Published on Thursday, August 13, 2009 by The Toronto Star

Afghanistan and the New Great Game

Prized pipeline route could explain West's stubborn interest in poor, remote land
by John Foster
Why is Afghanistan so important?
A glance at a map and a little knowledge of the region suggest that the real reasons for Western military involvement may be largely hidden.

Afghanistan is adjacent to Middle Eastern countries that are rich in oil and natural gas. And though Afghanistan may have little petroleum itself, it borders both Iran and Turkmenistan, countries with the second and third largest natural gas reserves in the world. (Russia is first.)

Turkmenistan is the country nobody talks about. Its huge reserves of natural gas can only get to market through pipelines. Until 1991, it was part of the Soviet Union and its gas flowed only north through Soviet pipelines. Now the Russians plan a new pipeline north. The Chinese are building a new pipeline east. The U.S. is pushing for "multiple oil and gas export routes." High-level Russian, Chinese and American delegations visit Turkmenistan frequently to discuss energy. The U.S. even has a special envoy for Eurasian energy diplomacy.

Rivalry for pipeline routes and energy resources reflects competition for power and control in the region. Pipelines are important today in the same way that railway building was important in the 19th century. They connect trading partners and influence the regional balance of power. Afghanistan is a strategic piece of real estate in the geopolitical struggle for power and dominance in the region.
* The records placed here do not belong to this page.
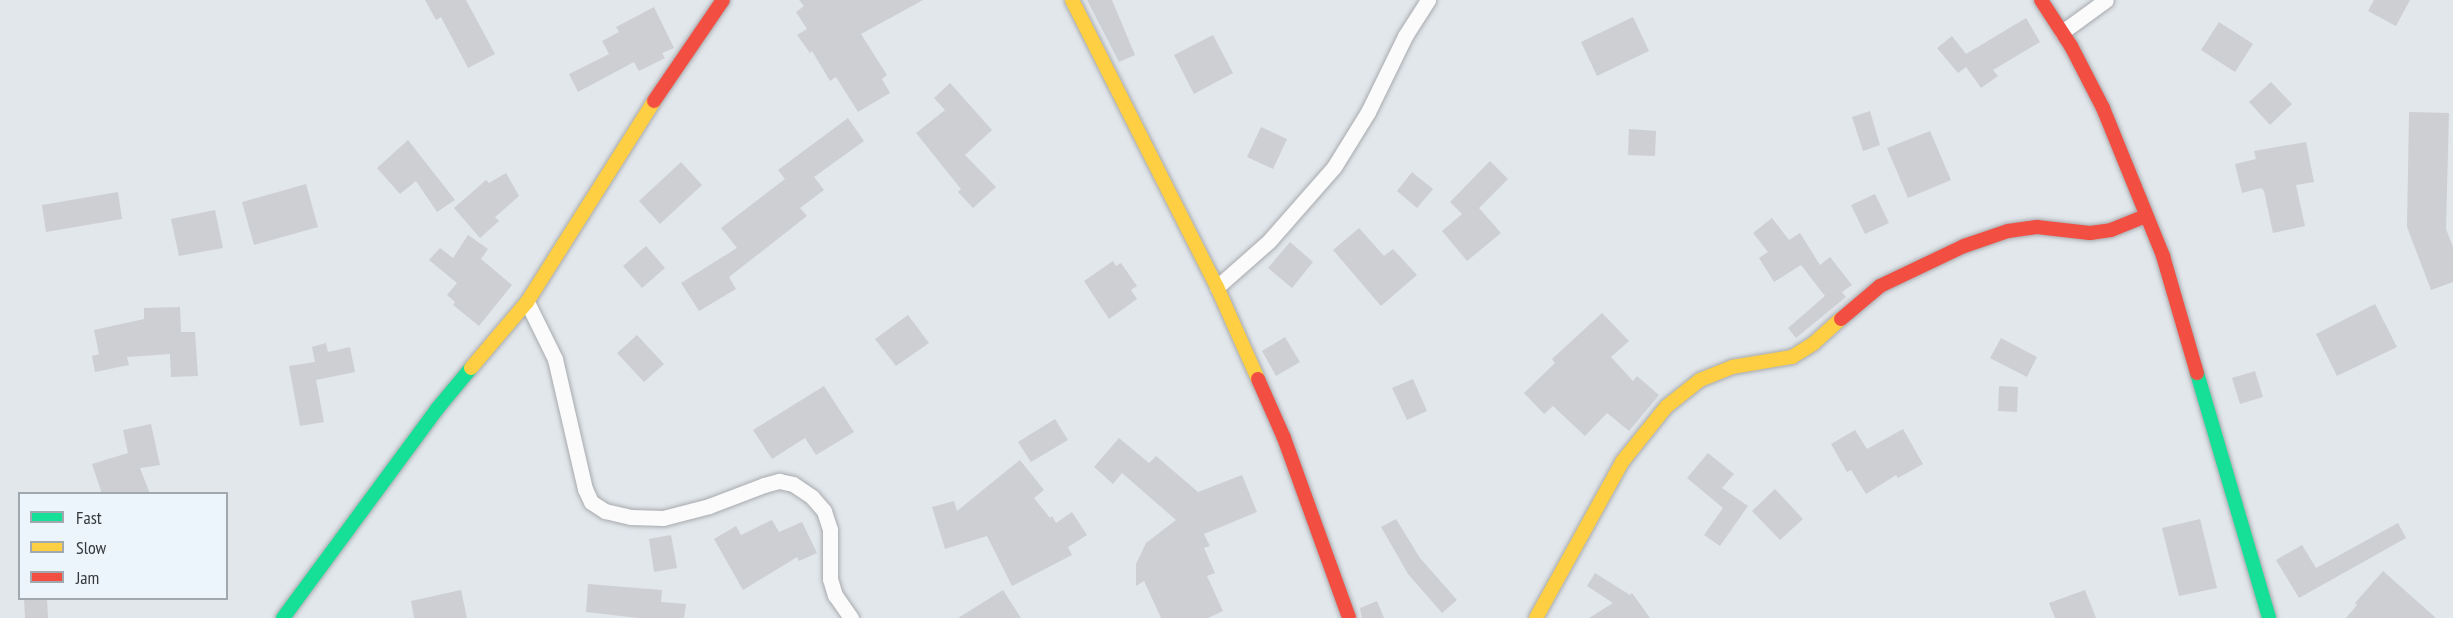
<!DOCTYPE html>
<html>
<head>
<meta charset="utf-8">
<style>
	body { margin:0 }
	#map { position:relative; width:2453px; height:618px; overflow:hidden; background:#e2e7ec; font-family:"PT Sans Narrow",sans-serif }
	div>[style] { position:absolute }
	.building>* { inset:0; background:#cdcfd3 }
	.roads { filter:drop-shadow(0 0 2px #a7aaad) drop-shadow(0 0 2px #a7aaad) }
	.street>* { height:15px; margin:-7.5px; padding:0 7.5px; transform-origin:7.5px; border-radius:7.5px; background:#fbfbfc }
	.fast>* { height:14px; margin:-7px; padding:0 7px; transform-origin:7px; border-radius:7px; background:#16e098 }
	.slow>* { height:14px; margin:-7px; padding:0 7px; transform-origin:7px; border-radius:7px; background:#ffcf43 }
	.jam>* { height:14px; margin:-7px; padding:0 7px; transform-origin:7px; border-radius:7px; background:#f24e42 }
	span { translate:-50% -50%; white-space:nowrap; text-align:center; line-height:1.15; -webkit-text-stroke:4.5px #ecf5fc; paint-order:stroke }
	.legend { position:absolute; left:18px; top:492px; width:210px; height:108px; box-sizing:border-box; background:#ecf5fc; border:2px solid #a2a9ae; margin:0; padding:8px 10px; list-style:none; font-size:18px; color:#34383a }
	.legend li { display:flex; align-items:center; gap:12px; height:30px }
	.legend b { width:30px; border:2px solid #a2a9ae }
</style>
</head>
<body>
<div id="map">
	<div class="building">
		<div style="clip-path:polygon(425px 0,466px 0,495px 54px,468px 68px,441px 17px,436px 20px)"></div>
		<div style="clip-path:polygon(799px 0,923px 0,861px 34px,887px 75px,882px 79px,890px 93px,858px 112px,836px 77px,830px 81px,812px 51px,810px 53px,797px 35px,807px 29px,796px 12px,804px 6px)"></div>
		<div style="clip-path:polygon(1087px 0,1112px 0,1135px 55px,1119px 62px)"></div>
		<div style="clip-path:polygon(2374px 0,2410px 0,2396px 26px,2368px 11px)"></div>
		<div style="clip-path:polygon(654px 7px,674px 48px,662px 53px,665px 58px,639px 71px,634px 62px,578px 92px,569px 74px,609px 54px,602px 41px,619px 32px,616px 27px)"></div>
		<div style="clip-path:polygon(1633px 17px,1649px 51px,1597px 76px,1581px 42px)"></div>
		<div style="clip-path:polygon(2026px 18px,2040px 42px,1993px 70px,1998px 76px,1981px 88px,1966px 67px,1958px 73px,1937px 48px,1952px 36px,1966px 54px)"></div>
		<div style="clip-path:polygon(2219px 22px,2253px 44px,2235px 72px,2201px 50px)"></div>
		<div style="clip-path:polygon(1213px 35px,1233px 73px,1194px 94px,1174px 55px)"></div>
		<div style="clip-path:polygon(2271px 82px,2292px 104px,2270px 125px,2249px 102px)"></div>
		<div style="clip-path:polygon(950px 83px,992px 130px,965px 155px,996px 187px,973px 208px,958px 192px,961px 189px,916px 133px,945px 110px,934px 98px)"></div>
		<div style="clip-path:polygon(1870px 111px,1880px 145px,1863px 151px,1852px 117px)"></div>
		<div style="clip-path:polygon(2409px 112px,2449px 113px,2446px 229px,2453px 247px,2453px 282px,2431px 290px,2407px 227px)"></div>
		<div style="clip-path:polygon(848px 118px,864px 141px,814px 177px,824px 190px,800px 208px,807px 216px,729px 277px,736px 289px,699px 311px,681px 283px,737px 248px,721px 228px,785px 179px,778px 170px)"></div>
		<div style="clip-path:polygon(1261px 127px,1287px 139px,1273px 169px,1247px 157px)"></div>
		<div style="clip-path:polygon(1629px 129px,1656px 131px,1655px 156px,1628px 155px)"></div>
		<div style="clip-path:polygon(1930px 131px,1951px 180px,1908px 198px,1887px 148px)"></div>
		<div style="clip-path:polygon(408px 140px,455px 200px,437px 212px,416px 181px,400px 194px,377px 168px)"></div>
		<div style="clip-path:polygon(2306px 142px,2314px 182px,2296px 185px,2305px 226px,2273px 233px,2264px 191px,2261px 188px,2242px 193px,2235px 164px,2256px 159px,2254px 151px)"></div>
		<div style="clip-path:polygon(1490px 161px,1508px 179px,1479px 208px,1501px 233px,1467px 261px,1442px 231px,1462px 214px,1450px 202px)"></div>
		<div style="clip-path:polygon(681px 162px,702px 185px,660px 224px,639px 201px)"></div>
		<div style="clip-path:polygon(1412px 172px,1433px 189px,1417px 208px,1397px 191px)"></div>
		<div style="clip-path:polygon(506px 173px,519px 196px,495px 217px,499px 221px,480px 238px,454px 208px,486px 180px,489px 183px)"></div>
		<div style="clip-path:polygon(306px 184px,318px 227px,254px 245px,242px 202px)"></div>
		<div style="clip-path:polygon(118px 192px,122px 219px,46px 232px,42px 205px)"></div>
		<div style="clip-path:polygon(1875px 194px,1889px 223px,1865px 234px,1851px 205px)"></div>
		<div style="clip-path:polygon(215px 210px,223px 248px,179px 256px,171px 219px)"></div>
		<div style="clip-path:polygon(1772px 218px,1789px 240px,1800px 233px,1820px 265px,1830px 257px,1852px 285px,1842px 292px,1846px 297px,1796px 338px,1788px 328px,1825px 296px,1801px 265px,1774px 282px,1759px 258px,1768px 252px,1753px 233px)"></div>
		<div style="clip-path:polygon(1359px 228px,1384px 256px,1393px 249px,1417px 275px,1381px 306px,1333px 250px)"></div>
		<div style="clip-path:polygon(468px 235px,488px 249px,481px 259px,512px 285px,479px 326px,453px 305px,455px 302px,447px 295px,457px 283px,429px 260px,440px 248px,453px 258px)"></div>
		<div style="clip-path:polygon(1290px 242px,1313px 262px,1292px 288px,1268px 268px)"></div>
		<div style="clip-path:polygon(646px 246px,665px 268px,642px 288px,623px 266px)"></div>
		<div style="clip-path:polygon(1113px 261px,1116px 266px,1121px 263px,1137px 286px,1131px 290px,1137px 299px,1109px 319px,1084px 281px)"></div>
		<div style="clip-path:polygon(2375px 304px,2397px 347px,2337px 376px,2316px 334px)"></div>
		<div style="clip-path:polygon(180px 307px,181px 332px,195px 332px,198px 376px,171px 377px,170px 354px,127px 357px,129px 365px,95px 372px,92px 356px,99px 354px,94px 330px,144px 319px,144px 308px)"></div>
		<div style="clip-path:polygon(1602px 313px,1629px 341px,1611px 357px,1633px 381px,1637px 376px,1659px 395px,1629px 431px,1607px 413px,1585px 436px,1553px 406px,1544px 414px,1524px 393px,1555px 363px,1552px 359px)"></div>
		<div style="clip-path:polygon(908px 315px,929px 343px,896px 366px,875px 339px)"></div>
		<div style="clip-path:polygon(637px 335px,664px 364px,644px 382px,617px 353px)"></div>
		<div style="clip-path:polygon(1285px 337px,1300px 362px,1276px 376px,1262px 351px)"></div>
		<div style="clip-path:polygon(2001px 338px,2037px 357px,2027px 377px,1990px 358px)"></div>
		<div style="clip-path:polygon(326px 343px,328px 352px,350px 347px,355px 372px,316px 380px,324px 422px,300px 426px,289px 366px,315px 362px,312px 347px)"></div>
		<div style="clip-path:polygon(2255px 371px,2263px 397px,2240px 404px,2232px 378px)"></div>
		<div style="clip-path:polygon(1413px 379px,1427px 411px,1407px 420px,1392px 388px)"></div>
		<div style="clip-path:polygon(824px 386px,854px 432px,816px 455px,805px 438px,772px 459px,753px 430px)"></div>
		<div style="clip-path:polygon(1999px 386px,2018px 387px,2017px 412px,1998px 411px)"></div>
		<div style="clip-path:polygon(1055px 419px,1068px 440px,1031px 462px,1018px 442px)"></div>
		<div style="clip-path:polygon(151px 424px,160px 465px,140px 468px,150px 494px,102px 494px,92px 464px,128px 453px,123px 430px)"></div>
		<div style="clip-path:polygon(1903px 429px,1923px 464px,1898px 478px,1896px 475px,1866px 494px,1851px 470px,1847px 472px,1831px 444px,1855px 430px,1867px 449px)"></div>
		<div style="clip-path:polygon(1119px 438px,1149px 463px,1156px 456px,1198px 492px,1242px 475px,1257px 512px,1204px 534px,1210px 546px,1204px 548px,1215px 573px,1207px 576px,1223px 611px,1208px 618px,1161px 618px,1144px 581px,1136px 586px,1136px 564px,1146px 543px,1176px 520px,1122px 473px,1113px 484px,1094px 467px)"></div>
		<div style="clip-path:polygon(1708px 453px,1734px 474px,1722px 488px,1748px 506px,1720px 546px,1704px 535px,1723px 508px,1687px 478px)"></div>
		<div style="clip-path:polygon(1020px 460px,1044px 490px,1034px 498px,1050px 518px,1052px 516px,1056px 523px,1072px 512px,1087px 535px,1068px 547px,1072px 555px,1012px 586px,987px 536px,945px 549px,932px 507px,954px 501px,957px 511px)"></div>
		<div style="clip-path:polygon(1775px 489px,1803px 519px,1780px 540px,1752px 511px)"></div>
		<div style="clip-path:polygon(1396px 519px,1420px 558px,1457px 600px,1442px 613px,1408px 574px,1381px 527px)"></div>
		<div style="clip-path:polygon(2200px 519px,2217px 588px,2179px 596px,2162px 528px)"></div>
		<div style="clip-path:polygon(772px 520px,779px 532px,802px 522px,817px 553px,799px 561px,797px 557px,743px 590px,714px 539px,736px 526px,741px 535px)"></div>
		<div style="clip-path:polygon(2398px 523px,2406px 538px,2299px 598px,2276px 560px,2302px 545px,2316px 568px)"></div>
		<div style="clip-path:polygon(671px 535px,677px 568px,654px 572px,649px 539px)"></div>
		<div style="clip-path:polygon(2383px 571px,2436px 618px,2346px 618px,2357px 605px,2355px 603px)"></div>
		<div style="clip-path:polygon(1595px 573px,1630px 595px,1632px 593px,1650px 618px,1589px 618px,1613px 603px,1587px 586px)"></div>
		<div style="clip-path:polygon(588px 584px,662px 590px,661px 602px,686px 604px,684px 618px,638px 618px,586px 612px)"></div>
		<div style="clip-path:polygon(461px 590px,467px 618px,414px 618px,411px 601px)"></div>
		<div style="clip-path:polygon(1003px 590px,1021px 618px,958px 618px)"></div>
		<div style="clip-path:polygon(2085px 590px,2096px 618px,2055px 618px,2049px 603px)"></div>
		<div style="clip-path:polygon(24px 598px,47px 598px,48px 618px,25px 618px)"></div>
		<div style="clip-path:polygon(1377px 601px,1384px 618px,1362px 618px,1360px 608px)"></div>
	</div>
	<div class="roads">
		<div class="street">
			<div style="left:2062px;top:32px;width:54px;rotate:-36deg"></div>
			<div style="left:1217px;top:287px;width:69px;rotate:-41.5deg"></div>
			<div style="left:1269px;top:241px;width:98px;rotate:-48.7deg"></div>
			<div style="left:1334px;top:167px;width:65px;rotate:-58.3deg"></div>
			<div style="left:1368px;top:112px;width:85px;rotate:-64deg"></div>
			<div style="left:1405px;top:36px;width:43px;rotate:-57.4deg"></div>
			<div style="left:527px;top:302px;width:64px;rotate:63.8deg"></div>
			<div style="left:555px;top:359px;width:133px;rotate:77deg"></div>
			<div style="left:585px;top:489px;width:14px;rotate:65deg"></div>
			<div style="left:591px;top:502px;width:17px;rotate:33deg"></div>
			<div style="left:605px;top:511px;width:27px;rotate:13deg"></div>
			<div style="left:631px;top:517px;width:32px;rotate:2deg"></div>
			<div style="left:663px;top:518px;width:48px;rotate:-14.6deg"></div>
			<div style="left:709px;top:506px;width:59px;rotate:-20.9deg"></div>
			<div style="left:764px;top:485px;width:16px;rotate:-15deg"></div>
			<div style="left:779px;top:481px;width:14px;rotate:12deg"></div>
			<div style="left:793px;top:484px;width:23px;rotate:34deg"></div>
			<div style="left:812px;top:497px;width:18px;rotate:49deg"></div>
			<div style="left:824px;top:511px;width:20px;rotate:72deg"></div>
			<div style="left:830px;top:530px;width:49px;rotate:90deg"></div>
			<div style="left:830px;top:579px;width:17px;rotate:73deg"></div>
			<div style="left:835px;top:595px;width:28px;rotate:55deg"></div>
		</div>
		<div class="fast">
			<div style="left:2197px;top:373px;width:255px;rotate:73.6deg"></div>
			<div style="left:283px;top:618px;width:260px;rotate:-53.6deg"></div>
			<div style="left:437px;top:409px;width:53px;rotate:-50.3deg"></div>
		</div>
		<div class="slow">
			<div style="left:1072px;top:0;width:322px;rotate:63.2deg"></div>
			<div style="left:1217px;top:287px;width:101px;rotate:66deg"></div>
			<div style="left:471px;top:368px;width:87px;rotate:-49.7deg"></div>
			<div style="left:527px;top:302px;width:238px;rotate:-57.7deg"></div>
			<div style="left:1536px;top:618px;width:178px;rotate:-61.1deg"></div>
			<div style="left:1622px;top:462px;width:70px;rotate:-51.3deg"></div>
			<div style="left:1666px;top:407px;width:43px;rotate:-38.5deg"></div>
			<div style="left:1700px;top:380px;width:35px;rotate:-22deg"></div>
			<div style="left:1732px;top:367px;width:61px;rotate:-9.5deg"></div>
			<div style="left:1792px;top:357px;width:26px;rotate:-32deg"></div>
			<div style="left:1814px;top:343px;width:36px;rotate:-42deg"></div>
		</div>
		<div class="jam">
			<div style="left:2041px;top:0;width:55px;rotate:56.9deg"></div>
			<div style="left:2071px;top:46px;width:70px;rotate:62.7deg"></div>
			<div style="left:2103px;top:108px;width:160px;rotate:67.9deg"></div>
			<div style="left:2163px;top:256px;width:122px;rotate:73.8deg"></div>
			<div style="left:654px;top:101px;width:122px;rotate:-55.7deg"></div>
			<div style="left:1841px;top:319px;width:51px;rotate:-40.2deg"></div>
			<div style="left:1880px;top:286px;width:93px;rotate:-25.5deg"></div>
			<div style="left:1964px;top:246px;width:46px;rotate:-18.8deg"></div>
			<div style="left:2008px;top:231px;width:29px;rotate:-8deg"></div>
			<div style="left:2037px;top:227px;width:53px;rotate:6.5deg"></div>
			<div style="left:2090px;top:233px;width:21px;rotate:-8deg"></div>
			<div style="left:2111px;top:230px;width:38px;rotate:-22deg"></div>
			<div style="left:1258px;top:379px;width:64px;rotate:66.2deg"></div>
			<div style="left:1284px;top:438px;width:191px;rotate:70.1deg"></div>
		</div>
	</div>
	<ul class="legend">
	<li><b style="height:8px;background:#16e098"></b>Fast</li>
	<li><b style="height:8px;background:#ffcf43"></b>Slow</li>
	<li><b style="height:8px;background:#f24e42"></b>Jam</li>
	</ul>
</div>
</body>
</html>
Since the 1990s, Washington has promoted a natural gas pipeline south through Afghanistan. The route would pass through Kandahar province. In 2007, Richard Boucher, U.S. assistant secretary of state, said: "One of our goals is to stabilize Afghanistan," and to link South and Central Asia "so that energy can flow to the south." Oil and gas have motivated U.S. involvement in the Middle East for decades. Unwittingly or willingly, Canadian forces are supporting American goals.

The proposed pipeline is called TAPI, after the initials of the four participating countries (Turkmenistan, Afghanistan, Pakistan and India). Eleven high-level planning meetings have been held during the past seven years, with Asian Development Bank sponsorship and multilateral support (including Canada's). Construction is planned to start next year.

The pipeline project was documented at three donor conferences on Afghanistan in the past three years and is referenced in the 2008 Afghan Development Plan. Canada was represented at these conferences at the ministerial level. Thus, our leaders must know. Yet they avoid discussion of the planned pipeline through Afghanistan.

The 2008 Manley Report, a foundation for extending the Canadian mission to 2011, ignored energy issues. It talked about Afghanistan as if it were an island, albeit with a porous Pakistani border. Prime Minister Stephen Harper says he "will withdraw the bulk of the military forces" in 2011. The remaining troops will focus mostly on "reconstruction and development." Does that include the pipeline?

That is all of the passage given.